El Presidente de la conferencia de Rabinos, el Prof. Giuseppe Laras, expresó también sus congratulaciones al nuevo Papa. Y manifestó su deseo de que bajo la guía de Papa Francisco, el diálogo entre judíos y cristianos siga dando frutos en el surco de la obra ya realizada por sus predecesores.

Los signos de buena relación se multiplicaron los días siguientes. El Rabino Di Segni asistió a la Misa de inicio de pontificado de Francisco, en el Vaticano, el 19 de marzo, y al día siguiente fue recibido por el Papa, junto a otros 15 rabinos y otros líderes religiosos asistentes, en la sala Clementina del palacio apostólico.

Con motivo de la fiesta de Pésaj o Pascua hebrea, el Santo Padre le envió un telegrama de felicitación al Rabino de Roma. “Me resulta particularmente gustoso –expresó Francisco– extenderle a usted y a toda la comunidad de Roma mis felicitaciones más fervientes por la gran fiesta de Pésaj”.

El rabino Di Segni, señaló el sitio web de la Comunidad judía de Roma, “ha acogido con gratitud las felicitaciones del Papa Francisco y le da las gracias al tiempo que le desea también los mejores deseos para la Pascua Cristiana”.

Otra estupenda señal de la buena relación lo constituye la invitación del presidente Simon Peres para visitar Israel. “Será bienvenido como un hombre de inspiración que puede ayudar en el intento de traer la paz a una zona tormentosa. Todos los pueblos, sin excepción, recibirán al nuevo Pontífice. Judíos, cristianos y musulmanes”, afirmó el Premier tras felicitarle por su elección.

Según Simon Peres, el Papa Francisco representa “la devoción, el amor a Dios, el amor a la paz, una modestia santa y un nuevo continente que está despertando. Necesitamos, más que nunca, un líder espiritual y no sólo uno político”.

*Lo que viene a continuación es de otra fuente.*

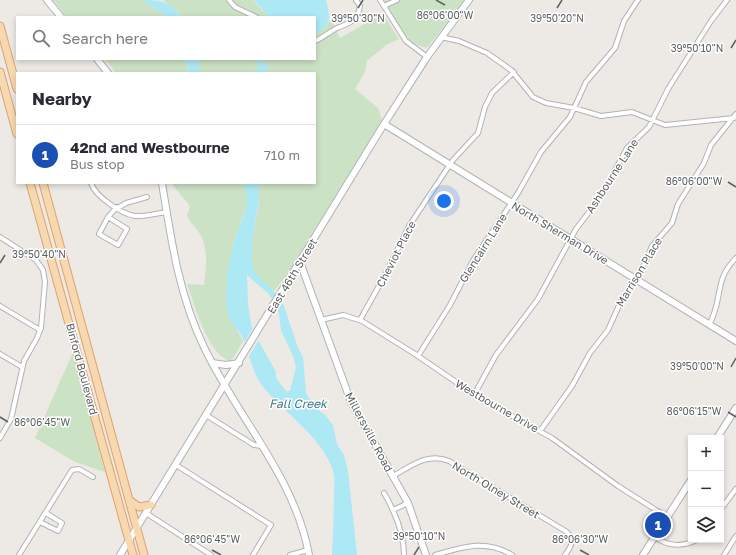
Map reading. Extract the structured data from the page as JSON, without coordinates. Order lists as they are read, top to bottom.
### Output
{
  "streets": {
    "main road": [
      "North Sherman Drive",
      "East 46th Street",
      "Binford Boulevard",
      "Millersville Road"
    ],
    "street": [
      "Ashbourne Lane",
      "Glencairn Lane",
      "Cheviot Place",
      "Marrison Place",
      "Westbourne Drive",
      "North Olney Street"
    ]
  },
  "crossings": [
    ["Ashbourne Lane", "North Sherman Drive"],
    ["Ashbourne Lane", "Westbourne Drive"],
    ["North Sherman Drive", "Glencairn Lane"],
    ["North Sherman Drive", "Cheviot Place"],
    ["North Sherman Drive", "Marrison Place"],
    ["North Sherman Drive", "East 46th Street"],
    ["Glencairn Lane", "Westbourne Drive"],
    ["Cheviot Place", "Westbourne Drive"],
    ["Marrison Place", "Westbourne Drive"],
    ["East 46th Street", "Binford Boulevard"],
    ["East 46th Street", "Millersville Road"],
    ["Westbourne Drive", "Millersville Road"],
    ["Millersville Road", "North Olney Street"]
  ],
  "water": ["Fall Creek"],
  "page": {
    "search": "Search here",
    "heading": "Nearby",
    "list": [
      {
        "mark": "1",
        "name": "42nd and Westbourne",
        "note": "Bus stop",
        "value": "710 m"
      }
    ],
    "map_buttons": ["+", "−"],
    "pins": "1"
  },
  "coordinates": [
    "86°06'00\"W",
    "39°50'30\"N",
    "39°50'20\"N",
    "39°50'10\"N",
    "39°50'40\"N",
    "39°50'00\"N",
    "86°06'15\"W",
    "86°06'45\"W",
    "86°06'30\"W"
  ]
}
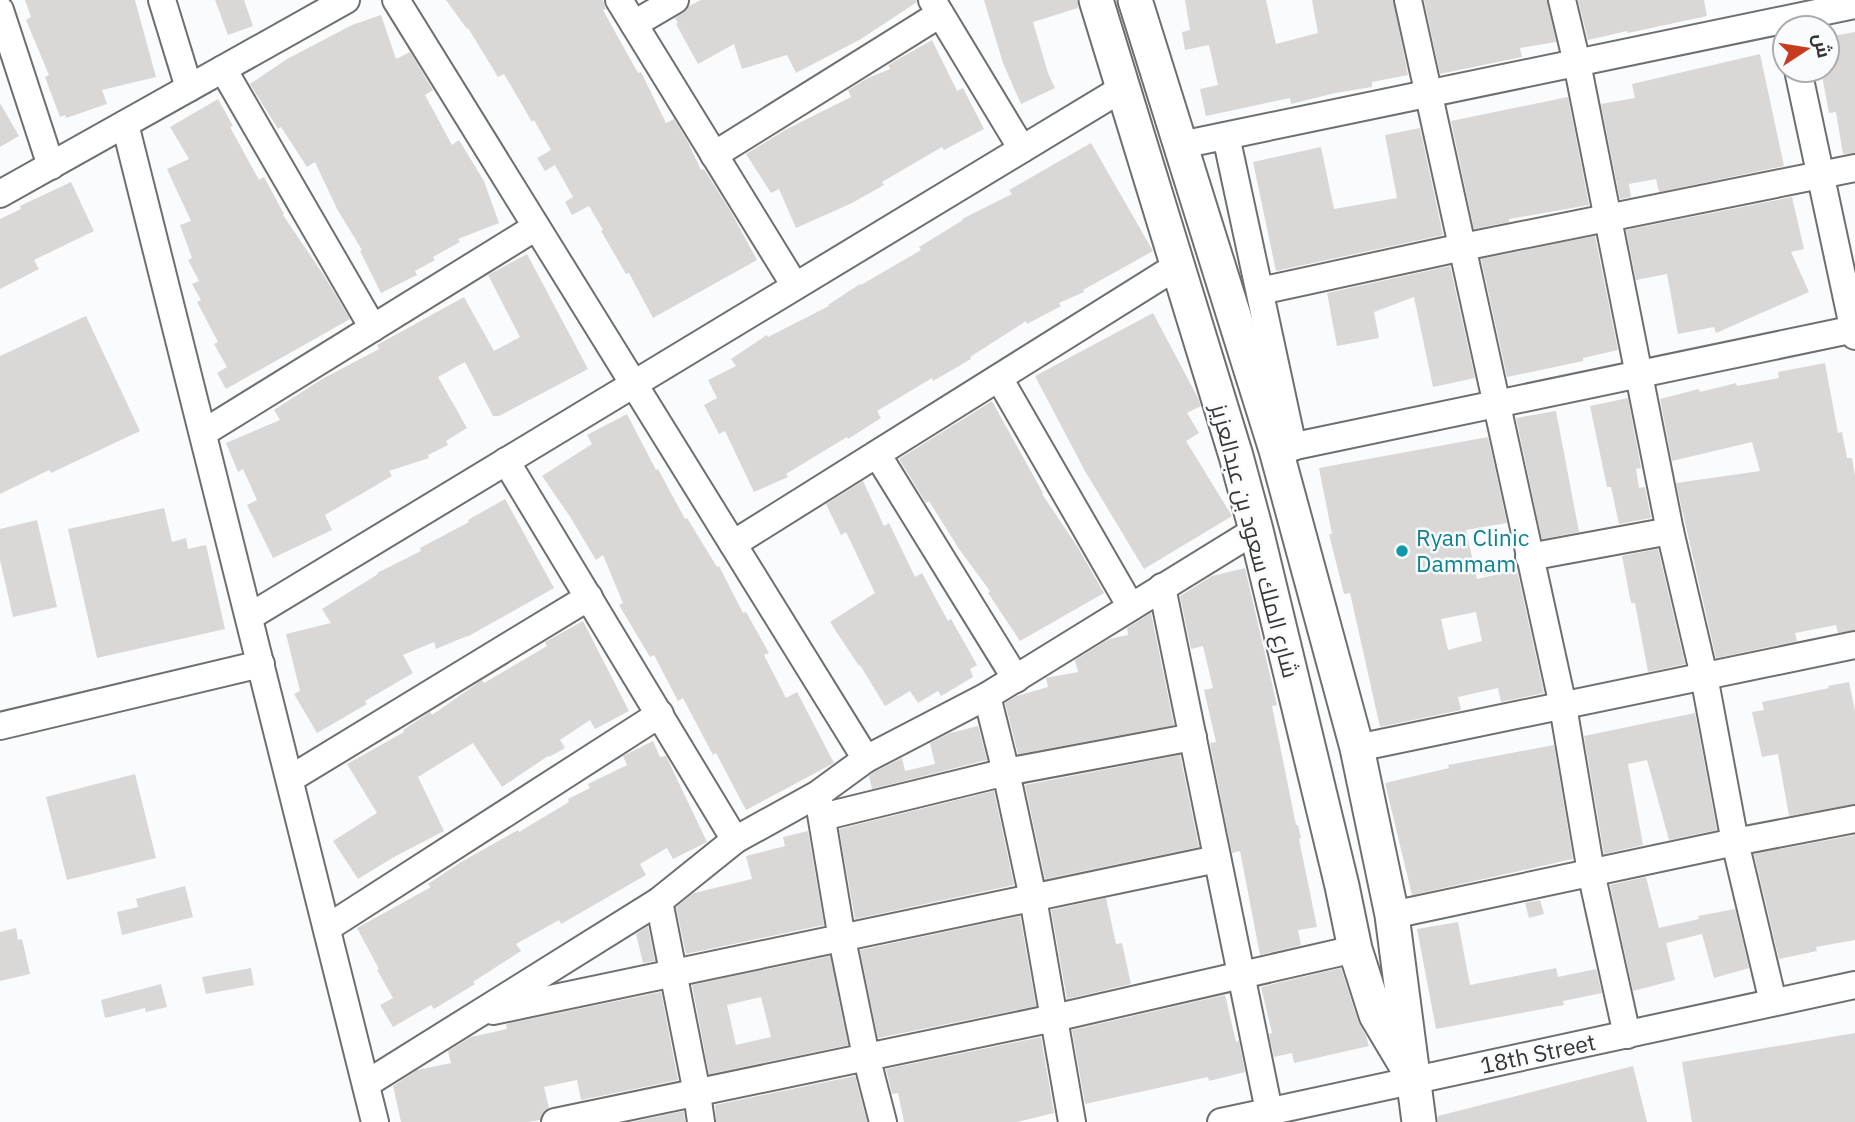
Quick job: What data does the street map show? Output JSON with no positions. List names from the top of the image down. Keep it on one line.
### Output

El rabino David Rosen, Director de Asuntos interreligiosos del Comité Judío Americano, externó que “el hecho de que los cardenales hayan elegido a este Papa es en sí mismo un avance en las relaciones con los judíos, por la personalidad conciliadora del cardenal Bergoglio, por su carácter humilde y gran espiritualidad”.

Estos gestos recíprocos y las amistosas declaraciones de los líderes judíos nos hacen ver que Francisco continuará la buena relación con el Pueblo de Israel, siguiendo los pasos de los Papas anteriores, y se reforzará la amistad entre judíos y católicos.